The fluorescence microscope uses a point light source with high luminous efficiency, and emits light of a certain wavelength (such as 3650 ultraviolet light or 4200 ultraviolet light) through the color filter system as excitation light, and the fluorescent substance in the excitation sample emits various colors. After fluorescence, it is observed through the magnification of the objective lens and eyepiece. In this way, under a strong contrasting background, it is easy to recognize even if the fluorescence is very weak, and it is highly sensitive. It is mainly used for the study of cell structure and function, and chemical composition. The basic structure of a fluorescence microscope is composed of an ordinary optical microscope plus some accessories (such as a fluorescent light source, an excitation filter, a two-color beam splitter, and a blocking filter, etc.)

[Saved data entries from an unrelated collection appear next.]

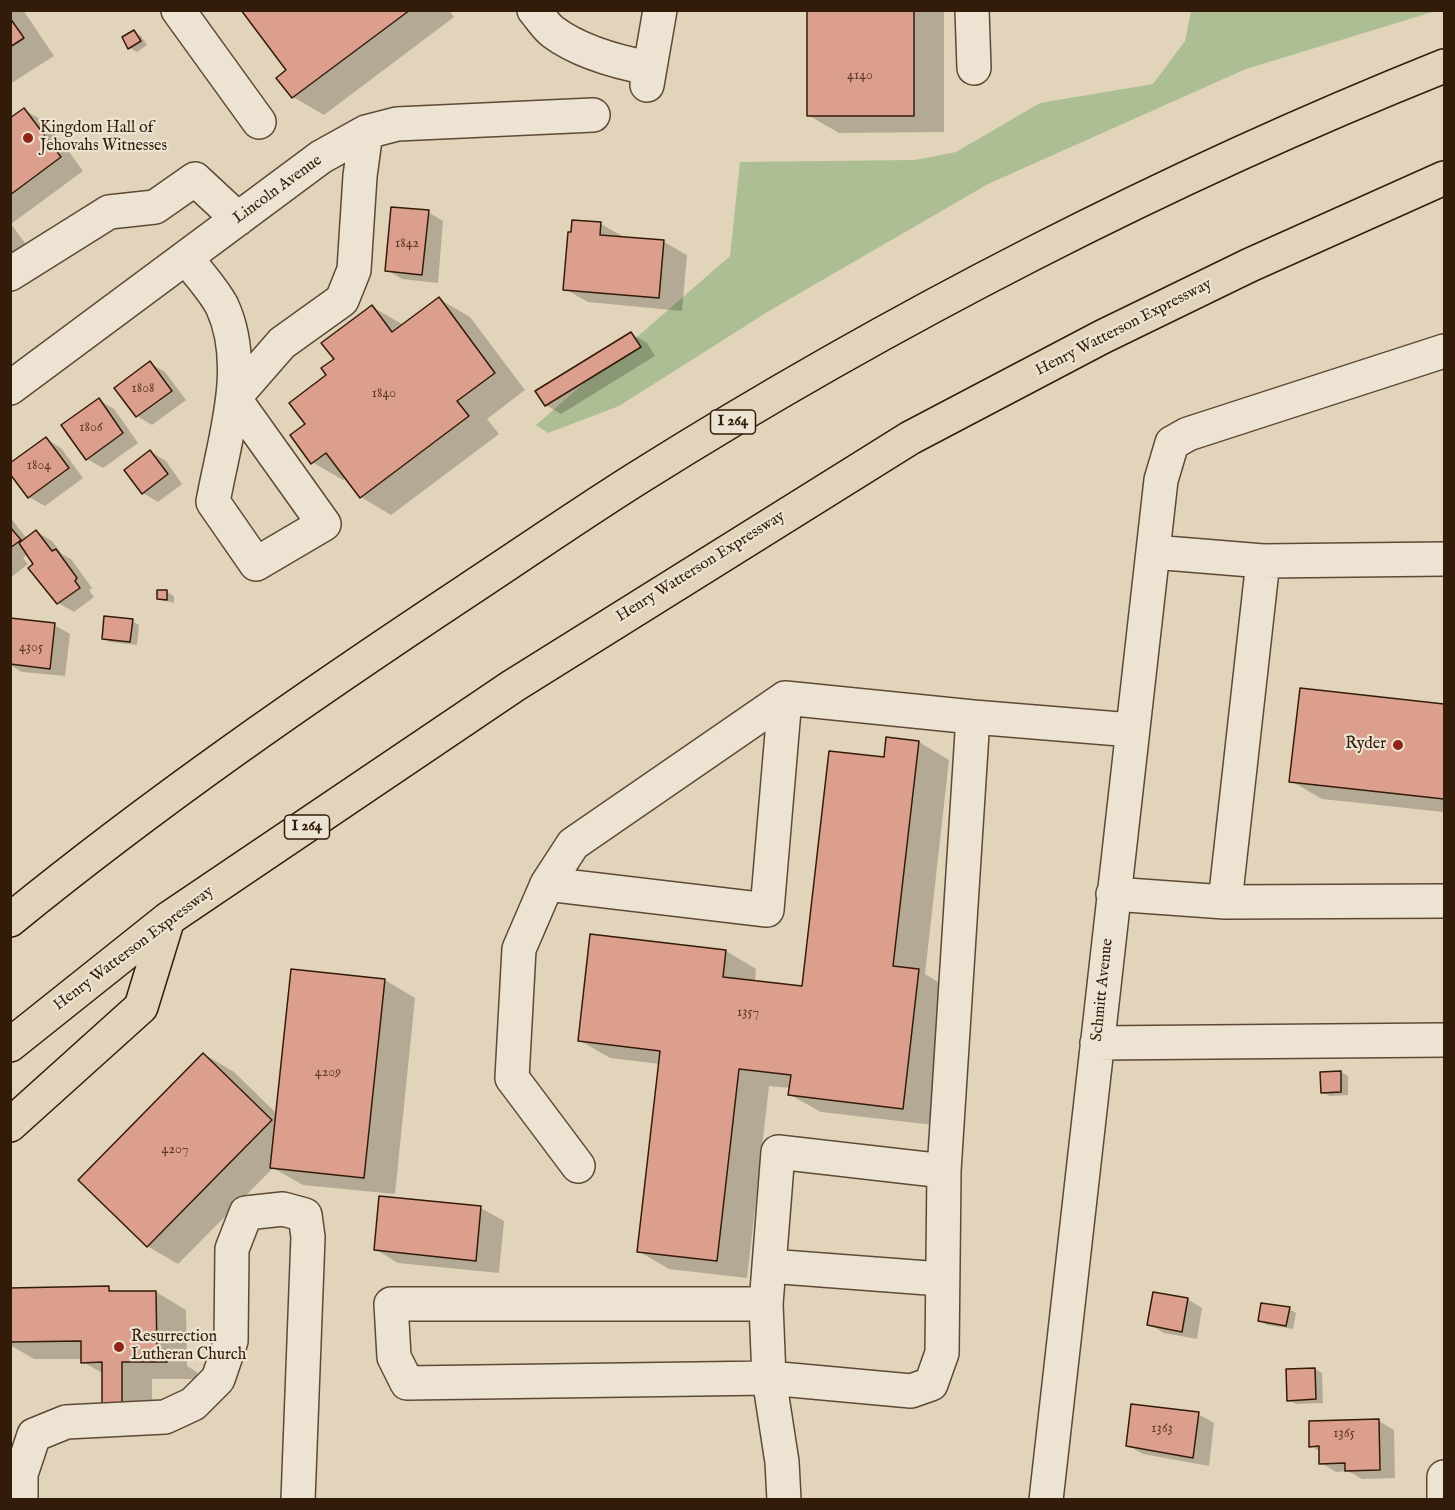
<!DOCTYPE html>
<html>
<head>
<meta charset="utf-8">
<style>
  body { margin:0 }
  #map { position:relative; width:1455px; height:1510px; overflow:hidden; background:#e1d4ba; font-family:"IM FELL English",serif }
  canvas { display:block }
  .frame { position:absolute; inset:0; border:12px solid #331b09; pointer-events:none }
</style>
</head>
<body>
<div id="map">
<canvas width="1455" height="1510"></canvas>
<div class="frame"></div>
</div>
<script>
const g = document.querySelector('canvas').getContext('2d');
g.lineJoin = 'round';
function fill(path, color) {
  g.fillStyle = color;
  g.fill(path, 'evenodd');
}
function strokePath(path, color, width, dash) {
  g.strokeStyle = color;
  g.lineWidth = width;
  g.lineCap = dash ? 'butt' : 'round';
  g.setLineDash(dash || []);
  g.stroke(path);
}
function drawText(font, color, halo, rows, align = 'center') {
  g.font = font + ' "IM FELL English",serif';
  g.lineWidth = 4.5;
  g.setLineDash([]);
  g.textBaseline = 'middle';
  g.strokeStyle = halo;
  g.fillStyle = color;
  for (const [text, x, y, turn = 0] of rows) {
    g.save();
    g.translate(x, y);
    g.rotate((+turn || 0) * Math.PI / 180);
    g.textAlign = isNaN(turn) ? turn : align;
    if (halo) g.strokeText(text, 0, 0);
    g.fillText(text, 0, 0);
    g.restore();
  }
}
fill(new Path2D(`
  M1191,11H1436L1246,69L988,184L769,311L619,406L548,433L536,425L730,256L740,162L915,160L956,152L1040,103L1153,84L1185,41Z`), '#aebe94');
fill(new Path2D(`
  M10,10H23L54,56L10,84Z
  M243,10H449L454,17L324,115L293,97L278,78L288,71Z
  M808,10H944V132L839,133L808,115Z
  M134,32L141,36L147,45L137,52L130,48Z
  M24,110L48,123L83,171L11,224L27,246L10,258V120Z
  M428,212L443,221L438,283L402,279L387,270Z
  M601,224L624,237L664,242L687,255L682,311L588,302L565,289L572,234Z
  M439,299L470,317L525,390L487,419L499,434L391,515L361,497L346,478L343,480L312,462L307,424L336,360L372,307L402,324Z
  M632,334L647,343L655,356L561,414L546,405Z
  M150,363L165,372L186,400L152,425L137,416Z
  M99,400L114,409L138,443L103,468L87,459Z
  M46,439L61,448L83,478L45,506L29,497Z
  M151,452L166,461L182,484L158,502L143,493Z
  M10,517L27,539L37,532L52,541L62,554L71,559L92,588L89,590L94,597L74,612L58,603L30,568L35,564L28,554L23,558L28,564L10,578Z
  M167,592L174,596V603L158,599Z
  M132,621L139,625L137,645L110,642L103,638Z
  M54,625L70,634L65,676L22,672L10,665V626Z
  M1301,690L1444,705V812L1322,799L1291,781Z
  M919,742L949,760L925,974L950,989L934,1125L821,1112L790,1095L791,1088L769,1086L747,1278L669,1269L638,1251L660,1064L610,1058L579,1040L726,951L756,969L755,982L804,988L885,759Z
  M385,980L415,998L395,1194L303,1185L273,1168L178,1264L147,1246L204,1054L234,1072L277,1114Z
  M1341,1072L1348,1076V1095L1330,1096L1322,1092Z
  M481,1208L504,1221L499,1273L398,1263L375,1249Z
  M108,1288L116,1293L156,1292L186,1310L187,1366L197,1372V1379H152V1421L104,1404V1374L83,1362V1359H34L10,1345V1289Z
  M1187,1299L1202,1308L1197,1339L1164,1333L1149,1324Z
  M1289,1309L1296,1313L1293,1329L1267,1325L1260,1321Z
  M1315,1369L1322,1373L1323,1403L1296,1404L1289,1400Z
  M1198,1414L1214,1423L1209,1466L1143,1454L1127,1445Z
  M1379,1421L1394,1430L1395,1478L1362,1479L1348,1471L1336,1472L1321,1463V1452L1311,1446Z`), '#0003');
const building = new Path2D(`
  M241,10H410L292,98L276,78L286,70Z
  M807,10H914V116H807Z
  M10,18L24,38L10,47Z
  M134,30L141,41L128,49L122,37Z
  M24,108L61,157L10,195V118Z
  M391,207L429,210L422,275L385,271Z
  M572,220L601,222L600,235L664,240L659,298L563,290L568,232H571Z
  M439,297L495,373L457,401L469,416L360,498L326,453L311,464L290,435L305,424L289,403L326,375L321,368L334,359L321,343L372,305L392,332Z
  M631,332L641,347L545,406L535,391Z
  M150,361L172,391L136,417L114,388Z
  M99,398L123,433L86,460L61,425Z
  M46,437L69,468L28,498L10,474V463Z
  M150,450L168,474L142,494L124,470Z
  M10,527L21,540L10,548Z
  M36,530L52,551L56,549L77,578L75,581L80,588L57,604L28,568L33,564L19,543Z
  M157,590H167V600L157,599Z
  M104,616L133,619L130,642L102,639Z
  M10,618L55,623L50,669L10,664Z
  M1300,688L1444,704V799L1289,782Z
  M886,737L919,741L893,966L919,969L903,1109L788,1095L791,1075L739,1069L717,1261L637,1252L660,1051L578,1041L590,934L726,950L723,977L802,986L829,751L884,757Z
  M291,969L385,979L364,1178L270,1168Z
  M203,1053L272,1120L147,1247L78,1180Z
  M1341,1071V1092L1321,1093L1320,1072Z
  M379,1196L481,1206L476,1261L374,1250Z
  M109,1286V1291H156L157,1353H167V1362H122V1404L102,1405V1362L81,1363V1341L10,1342V1288Z
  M1153,1292L1188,1298L1182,1332L1147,1325Z
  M1261,1303L1290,1307L1286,1326L1258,1321Z
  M1315,1368L1316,1399L1287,1401L1286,1369Z
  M1131,1404L1199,1412L1193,1458L1126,1446Z
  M1379,1419L1380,1470L1345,1471V1463L1319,1464V1446L1309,1447V1421Z`);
fill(building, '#dd9f8d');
strokePath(building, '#331b09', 1.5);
const minor = new Path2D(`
  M178,10L259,122
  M534,10C540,17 546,27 553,32C580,52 617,62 649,68
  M972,10L974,68
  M647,85L660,10
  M186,258C198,273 213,289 222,306C250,366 224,440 213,502L256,564L324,524L234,398L282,343L342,300L354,270L360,176L366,132
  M10,274L109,212L155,207L195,179L238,219
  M10,388L321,157L366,132L397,124L593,115
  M1153,552L1263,561L1444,559
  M547,884L767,910L785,698
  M1113,894L1225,902L1444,901
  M1225,902L1263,561
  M1097,1043L1444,1040
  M578,1166L512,1078L519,949L547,884L573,844L785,698L973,717
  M769,1266L941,1279
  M766,1304L769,1378L407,1383L394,1357L391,1304H766L778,1152L944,1171
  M21,1500V1474L34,1435L66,1422L165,1417L193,1404L218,1379L231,1341L232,1249L246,1213L283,1209L305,1215L308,1237L298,1500
  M784,1500L782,1462L769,1378L911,1391L931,1384L942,1353L944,1171L973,717L1132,730
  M1046,1500L1161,480L1172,443L1188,434L1444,351
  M1444,1500V1477`);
const highway = new Path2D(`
  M10,920C156,801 311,694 468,590C524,553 579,515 636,479C889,320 1167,177 1444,66
  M10,1045L168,919L513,686L910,438L1102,337L1250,265L1444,178
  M10,1125L141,1007L168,919`);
strokePath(minor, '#5e4935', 36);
strokePath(highway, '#331b09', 36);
strokePath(minor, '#ece3d2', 33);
strokePath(highway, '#e1d4ba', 33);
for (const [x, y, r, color] of [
  [28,138,6,"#8f2418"],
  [1398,745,6,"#8f2418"],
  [119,1347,6,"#8f2418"]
]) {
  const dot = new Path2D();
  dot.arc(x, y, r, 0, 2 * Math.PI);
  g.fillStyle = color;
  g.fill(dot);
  strokePath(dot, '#ece3d2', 2);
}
drawText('14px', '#5e3c2a', null, [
  ["4140",860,76],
  ["1842",407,244],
  ["1808",143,389],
  ["1840",384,394],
  ["1806",91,428],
  ["1804",39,466],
  ["4305",31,648],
  ["1357",748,1013],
  ["4209",328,1073],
  ["4207",175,1150],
  ["1363",1162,1429],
  ["1365",1344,1434]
]);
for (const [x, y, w] of [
  [733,422,45],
  [307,827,45]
]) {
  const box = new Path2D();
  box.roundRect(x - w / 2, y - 12, w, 24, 4.5);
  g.fillStyle = '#ece3d2';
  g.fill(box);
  strokePath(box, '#331b09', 1.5);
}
drawText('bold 15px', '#331b09', null, [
  ["I 264",733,422],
  ["I 264",307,827]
]);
drawText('16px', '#331b09', '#ece3d2', [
  ["Kingdom Hall of",40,129],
  ["Jehovahs Witnesses",40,147],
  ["Ryder",1386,745,"right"],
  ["Resurrection",131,1338],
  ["Lutheran Church",131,1356]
], 'left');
drawText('16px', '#331b09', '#ece3d2', [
  ["Lincoln Avenue",278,190,-36],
  ["Henry Watterson Expressway",1124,328,-27],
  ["Henry Watterson Expressway",701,567,-32],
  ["Henry Watterson Expressway",134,949,-37],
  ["Schmitt Avenue",1103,990,-84]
]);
</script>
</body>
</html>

Fluorescent light source-Usually uses ultra-high pressure mercury lamps (50-200W), which can emit light of various wavelengths, but each fluorescent substance has an excitation light wavelength that produces the strongest fluorescence, so an excitation filter ( Generally, there are ultraviolet, purple, blue and green excitation filters), which only allows excitation light of a certain wavelength to be irradiated onto the specimen, while absorbing other light. After being irradiated with excitation light, each substance emits visible fluorescence with a longer wavelength than the irradiation wavelength in a very short time. Fluorescence is specific and generally weaker than the excitation light. To observe the specific fluorescence, a blocking (or suppression) filter should be added behind the objective lens. It has two functions: one is to absorb and block the excitation light from entering the eyepiece, so as not to disturb the fluorescence and damage the eyes, and the other is to select and allow specific fluorescence to pass through, showing a specific fluorescence color. The two filters must be used together. There are two types of fluorescence microscopes in terms of their optical path:

1. Transmission fluorescence microscope:

The excitation light source excites the fluorescent material through the specimen material through the condenser. Commonly used dark-field light collectors can also be used ordinary light collectors, adjust the reflector to make the excitation light be transmitted and bypassed to the specimen. This is a relatively old fluorescence microscope. The advantage is that the fluorescence is strong at low magnification, and the disadvantage is that the fluorescence decreases with increasing magnification. So it is better for observing larger specimen materials.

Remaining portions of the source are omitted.